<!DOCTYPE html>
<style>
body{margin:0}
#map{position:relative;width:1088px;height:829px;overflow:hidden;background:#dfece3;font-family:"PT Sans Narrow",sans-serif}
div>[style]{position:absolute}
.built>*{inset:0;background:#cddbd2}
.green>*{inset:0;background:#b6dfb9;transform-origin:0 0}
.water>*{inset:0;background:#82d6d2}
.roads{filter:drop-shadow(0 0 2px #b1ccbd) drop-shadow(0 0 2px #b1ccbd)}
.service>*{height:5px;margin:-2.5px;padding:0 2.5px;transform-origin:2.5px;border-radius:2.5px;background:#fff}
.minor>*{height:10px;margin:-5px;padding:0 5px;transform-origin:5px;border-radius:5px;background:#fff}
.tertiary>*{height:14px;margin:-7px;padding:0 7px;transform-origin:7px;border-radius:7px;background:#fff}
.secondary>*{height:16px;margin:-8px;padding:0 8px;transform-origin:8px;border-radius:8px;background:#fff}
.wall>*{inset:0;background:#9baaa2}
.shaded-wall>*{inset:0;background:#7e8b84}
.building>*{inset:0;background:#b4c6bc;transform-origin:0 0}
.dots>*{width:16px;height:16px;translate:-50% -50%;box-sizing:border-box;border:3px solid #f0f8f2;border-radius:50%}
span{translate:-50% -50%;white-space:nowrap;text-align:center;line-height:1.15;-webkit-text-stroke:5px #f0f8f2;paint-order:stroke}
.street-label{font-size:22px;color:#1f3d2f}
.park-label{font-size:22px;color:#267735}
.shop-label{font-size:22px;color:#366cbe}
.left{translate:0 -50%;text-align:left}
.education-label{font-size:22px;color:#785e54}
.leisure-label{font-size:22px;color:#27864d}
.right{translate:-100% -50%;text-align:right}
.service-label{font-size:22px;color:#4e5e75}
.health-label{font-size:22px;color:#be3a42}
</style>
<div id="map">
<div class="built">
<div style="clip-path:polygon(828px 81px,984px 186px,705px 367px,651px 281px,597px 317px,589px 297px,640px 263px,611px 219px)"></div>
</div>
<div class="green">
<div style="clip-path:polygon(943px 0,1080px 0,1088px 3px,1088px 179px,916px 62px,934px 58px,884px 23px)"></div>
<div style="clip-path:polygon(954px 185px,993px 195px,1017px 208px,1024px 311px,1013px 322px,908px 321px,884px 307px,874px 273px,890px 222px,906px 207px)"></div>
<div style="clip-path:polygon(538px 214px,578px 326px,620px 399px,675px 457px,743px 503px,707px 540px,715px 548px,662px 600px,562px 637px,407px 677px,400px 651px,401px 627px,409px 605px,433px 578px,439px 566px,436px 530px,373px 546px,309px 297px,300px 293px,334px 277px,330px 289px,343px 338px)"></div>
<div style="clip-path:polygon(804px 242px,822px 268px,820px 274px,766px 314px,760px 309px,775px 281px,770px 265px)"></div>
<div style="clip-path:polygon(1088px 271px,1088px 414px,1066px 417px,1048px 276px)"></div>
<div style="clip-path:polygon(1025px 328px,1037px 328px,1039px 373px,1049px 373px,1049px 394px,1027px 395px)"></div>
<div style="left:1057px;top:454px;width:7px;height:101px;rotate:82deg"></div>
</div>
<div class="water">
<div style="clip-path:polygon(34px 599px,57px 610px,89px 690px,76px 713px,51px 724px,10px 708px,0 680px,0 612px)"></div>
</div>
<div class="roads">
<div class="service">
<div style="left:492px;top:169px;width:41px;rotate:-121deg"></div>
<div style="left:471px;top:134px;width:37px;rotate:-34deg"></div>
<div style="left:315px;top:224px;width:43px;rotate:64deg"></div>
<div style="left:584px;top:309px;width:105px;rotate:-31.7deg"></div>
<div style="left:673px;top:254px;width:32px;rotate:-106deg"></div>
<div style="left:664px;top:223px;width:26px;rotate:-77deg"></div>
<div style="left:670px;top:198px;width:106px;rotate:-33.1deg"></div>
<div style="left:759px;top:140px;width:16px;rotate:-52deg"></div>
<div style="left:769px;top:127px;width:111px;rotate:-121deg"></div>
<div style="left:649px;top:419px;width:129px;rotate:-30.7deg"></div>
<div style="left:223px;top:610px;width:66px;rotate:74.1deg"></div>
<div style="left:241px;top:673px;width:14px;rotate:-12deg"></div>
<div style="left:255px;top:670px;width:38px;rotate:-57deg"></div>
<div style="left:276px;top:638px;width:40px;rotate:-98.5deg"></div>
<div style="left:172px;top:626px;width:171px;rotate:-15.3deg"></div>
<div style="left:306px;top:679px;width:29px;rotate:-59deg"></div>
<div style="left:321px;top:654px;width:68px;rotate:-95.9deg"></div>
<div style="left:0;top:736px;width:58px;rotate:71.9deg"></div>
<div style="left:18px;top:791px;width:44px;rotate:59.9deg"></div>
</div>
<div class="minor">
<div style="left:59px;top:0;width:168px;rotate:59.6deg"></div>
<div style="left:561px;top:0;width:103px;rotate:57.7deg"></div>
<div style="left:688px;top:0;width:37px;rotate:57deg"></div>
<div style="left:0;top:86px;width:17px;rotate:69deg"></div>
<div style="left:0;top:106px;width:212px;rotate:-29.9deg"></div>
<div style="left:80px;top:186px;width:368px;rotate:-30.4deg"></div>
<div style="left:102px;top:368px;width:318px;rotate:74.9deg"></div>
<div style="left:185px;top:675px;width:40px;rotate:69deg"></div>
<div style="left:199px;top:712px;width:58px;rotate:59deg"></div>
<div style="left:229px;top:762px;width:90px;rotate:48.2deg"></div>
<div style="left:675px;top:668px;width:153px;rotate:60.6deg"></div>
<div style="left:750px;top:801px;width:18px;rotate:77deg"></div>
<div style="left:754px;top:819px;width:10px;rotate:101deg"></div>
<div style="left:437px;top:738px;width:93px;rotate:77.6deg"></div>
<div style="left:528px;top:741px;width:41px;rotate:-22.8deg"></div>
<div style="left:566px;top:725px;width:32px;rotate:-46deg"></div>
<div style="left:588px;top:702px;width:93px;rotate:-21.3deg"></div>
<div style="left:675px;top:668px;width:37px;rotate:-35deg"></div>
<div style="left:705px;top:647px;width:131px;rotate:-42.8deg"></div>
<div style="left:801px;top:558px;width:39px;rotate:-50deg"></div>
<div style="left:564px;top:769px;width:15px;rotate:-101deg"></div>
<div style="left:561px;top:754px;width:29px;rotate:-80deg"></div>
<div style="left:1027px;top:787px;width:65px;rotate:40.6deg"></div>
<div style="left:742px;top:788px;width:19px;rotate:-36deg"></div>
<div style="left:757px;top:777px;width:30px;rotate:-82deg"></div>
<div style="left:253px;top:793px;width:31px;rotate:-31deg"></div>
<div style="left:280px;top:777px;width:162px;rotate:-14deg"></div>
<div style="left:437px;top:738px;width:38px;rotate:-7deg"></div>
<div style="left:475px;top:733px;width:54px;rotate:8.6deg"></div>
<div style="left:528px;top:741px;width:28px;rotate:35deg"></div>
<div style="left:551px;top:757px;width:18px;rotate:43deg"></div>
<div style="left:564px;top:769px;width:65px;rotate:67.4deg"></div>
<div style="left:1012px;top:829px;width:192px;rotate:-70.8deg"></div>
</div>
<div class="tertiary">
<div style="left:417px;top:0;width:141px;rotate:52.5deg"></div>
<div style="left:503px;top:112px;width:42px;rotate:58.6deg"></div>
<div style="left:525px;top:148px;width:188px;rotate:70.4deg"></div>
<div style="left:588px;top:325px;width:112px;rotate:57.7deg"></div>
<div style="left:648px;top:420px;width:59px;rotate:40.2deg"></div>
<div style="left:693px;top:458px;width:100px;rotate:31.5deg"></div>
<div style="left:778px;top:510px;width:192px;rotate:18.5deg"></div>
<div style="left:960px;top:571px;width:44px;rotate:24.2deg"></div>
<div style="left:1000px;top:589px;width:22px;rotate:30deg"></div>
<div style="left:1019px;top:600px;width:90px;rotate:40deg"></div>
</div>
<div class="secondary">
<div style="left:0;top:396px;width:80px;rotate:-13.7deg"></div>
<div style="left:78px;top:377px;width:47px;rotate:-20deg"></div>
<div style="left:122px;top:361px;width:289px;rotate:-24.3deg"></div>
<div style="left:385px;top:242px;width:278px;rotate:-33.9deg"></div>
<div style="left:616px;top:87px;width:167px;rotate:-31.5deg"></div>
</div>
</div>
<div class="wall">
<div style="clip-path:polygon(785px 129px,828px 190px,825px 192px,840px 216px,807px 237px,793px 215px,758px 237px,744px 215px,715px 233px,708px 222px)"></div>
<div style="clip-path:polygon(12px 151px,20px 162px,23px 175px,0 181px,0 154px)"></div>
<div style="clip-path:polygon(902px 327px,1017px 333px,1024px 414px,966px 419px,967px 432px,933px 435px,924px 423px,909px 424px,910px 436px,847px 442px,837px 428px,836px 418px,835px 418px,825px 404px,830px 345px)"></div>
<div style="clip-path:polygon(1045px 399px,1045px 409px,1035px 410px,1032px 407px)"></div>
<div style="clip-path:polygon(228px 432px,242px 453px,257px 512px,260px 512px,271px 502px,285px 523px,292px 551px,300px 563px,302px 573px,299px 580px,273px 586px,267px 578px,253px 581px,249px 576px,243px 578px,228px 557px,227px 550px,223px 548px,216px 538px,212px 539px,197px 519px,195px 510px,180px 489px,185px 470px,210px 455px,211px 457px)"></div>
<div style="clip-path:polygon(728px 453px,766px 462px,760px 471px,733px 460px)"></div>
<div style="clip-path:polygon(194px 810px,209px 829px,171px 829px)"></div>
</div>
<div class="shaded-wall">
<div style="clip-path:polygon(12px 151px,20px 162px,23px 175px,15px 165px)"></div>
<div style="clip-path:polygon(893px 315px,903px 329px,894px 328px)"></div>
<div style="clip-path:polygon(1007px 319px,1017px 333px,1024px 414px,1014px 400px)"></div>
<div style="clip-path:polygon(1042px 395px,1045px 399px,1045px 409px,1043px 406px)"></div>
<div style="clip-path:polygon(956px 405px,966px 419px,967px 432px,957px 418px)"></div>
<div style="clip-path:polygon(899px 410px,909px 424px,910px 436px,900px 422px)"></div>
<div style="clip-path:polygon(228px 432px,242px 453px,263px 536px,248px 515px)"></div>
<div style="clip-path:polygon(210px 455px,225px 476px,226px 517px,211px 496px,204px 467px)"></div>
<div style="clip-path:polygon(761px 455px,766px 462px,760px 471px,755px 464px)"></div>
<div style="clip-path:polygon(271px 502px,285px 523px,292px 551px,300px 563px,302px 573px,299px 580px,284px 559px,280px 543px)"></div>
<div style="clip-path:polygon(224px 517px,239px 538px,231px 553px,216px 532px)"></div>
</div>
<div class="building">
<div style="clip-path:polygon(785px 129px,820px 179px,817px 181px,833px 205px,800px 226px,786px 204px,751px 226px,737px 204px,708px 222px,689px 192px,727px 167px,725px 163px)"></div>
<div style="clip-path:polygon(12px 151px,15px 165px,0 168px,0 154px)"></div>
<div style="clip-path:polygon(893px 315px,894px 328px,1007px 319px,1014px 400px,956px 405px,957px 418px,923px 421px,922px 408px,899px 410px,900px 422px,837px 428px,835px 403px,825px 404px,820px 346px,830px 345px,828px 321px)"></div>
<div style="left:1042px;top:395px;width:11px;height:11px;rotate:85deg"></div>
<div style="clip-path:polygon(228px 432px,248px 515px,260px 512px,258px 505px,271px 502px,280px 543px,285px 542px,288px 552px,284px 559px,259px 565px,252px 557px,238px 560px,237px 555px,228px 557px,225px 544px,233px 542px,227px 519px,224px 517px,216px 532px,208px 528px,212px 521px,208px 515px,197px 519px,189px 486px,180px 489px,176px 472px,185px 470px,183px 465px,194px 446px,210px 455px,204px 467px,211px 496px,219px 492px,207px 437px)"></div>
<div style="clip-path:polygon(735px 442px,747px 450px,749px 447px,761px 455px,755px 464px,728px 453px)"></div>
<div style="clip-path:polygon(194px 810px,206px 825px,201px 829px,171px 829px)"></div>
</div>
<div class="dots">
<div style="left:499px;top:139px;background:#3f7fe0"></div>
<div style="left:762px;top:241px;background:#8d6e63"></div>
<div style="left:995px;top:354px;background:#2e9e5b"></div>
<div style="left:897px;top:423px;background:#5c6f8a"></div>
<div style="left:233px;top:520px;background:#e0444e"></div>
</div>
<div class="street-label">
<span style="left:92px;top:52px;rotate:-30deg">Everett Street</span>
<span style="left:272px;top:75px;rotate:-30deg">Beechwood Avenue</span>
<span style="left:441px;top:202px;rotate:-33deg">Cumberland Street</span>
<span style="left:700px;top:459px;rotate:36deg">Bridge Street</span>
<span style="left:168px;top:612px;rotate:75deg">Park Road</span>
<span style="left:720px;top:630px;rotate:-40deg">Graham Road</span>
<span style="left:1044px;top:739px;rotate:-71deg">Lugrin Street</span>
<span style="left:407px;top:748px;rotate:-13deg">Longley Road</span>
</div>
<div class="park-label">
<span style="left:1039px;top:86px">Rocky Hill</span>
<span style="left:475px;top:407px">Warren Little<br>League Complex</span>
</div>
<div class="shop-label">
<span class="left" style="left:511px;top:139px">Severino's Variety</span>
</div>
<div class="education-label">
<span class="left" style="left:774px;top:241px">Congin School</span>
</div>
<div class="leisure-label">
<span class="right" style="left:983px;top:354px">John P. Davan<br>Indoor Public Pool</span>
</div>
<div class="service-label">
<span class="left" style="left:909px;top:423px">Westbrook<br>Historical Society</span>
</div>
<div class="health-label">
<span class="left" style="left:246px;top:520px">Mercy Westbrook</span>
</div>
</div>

WHAT THE EXERCISE ASKS –
Find each line in the listing above that contains "green", and copy that line.

WRITTEN SOLUTION –
.green>*{inset:0;background:#b6dfb9;transform-origin:0 0}
<div class="green">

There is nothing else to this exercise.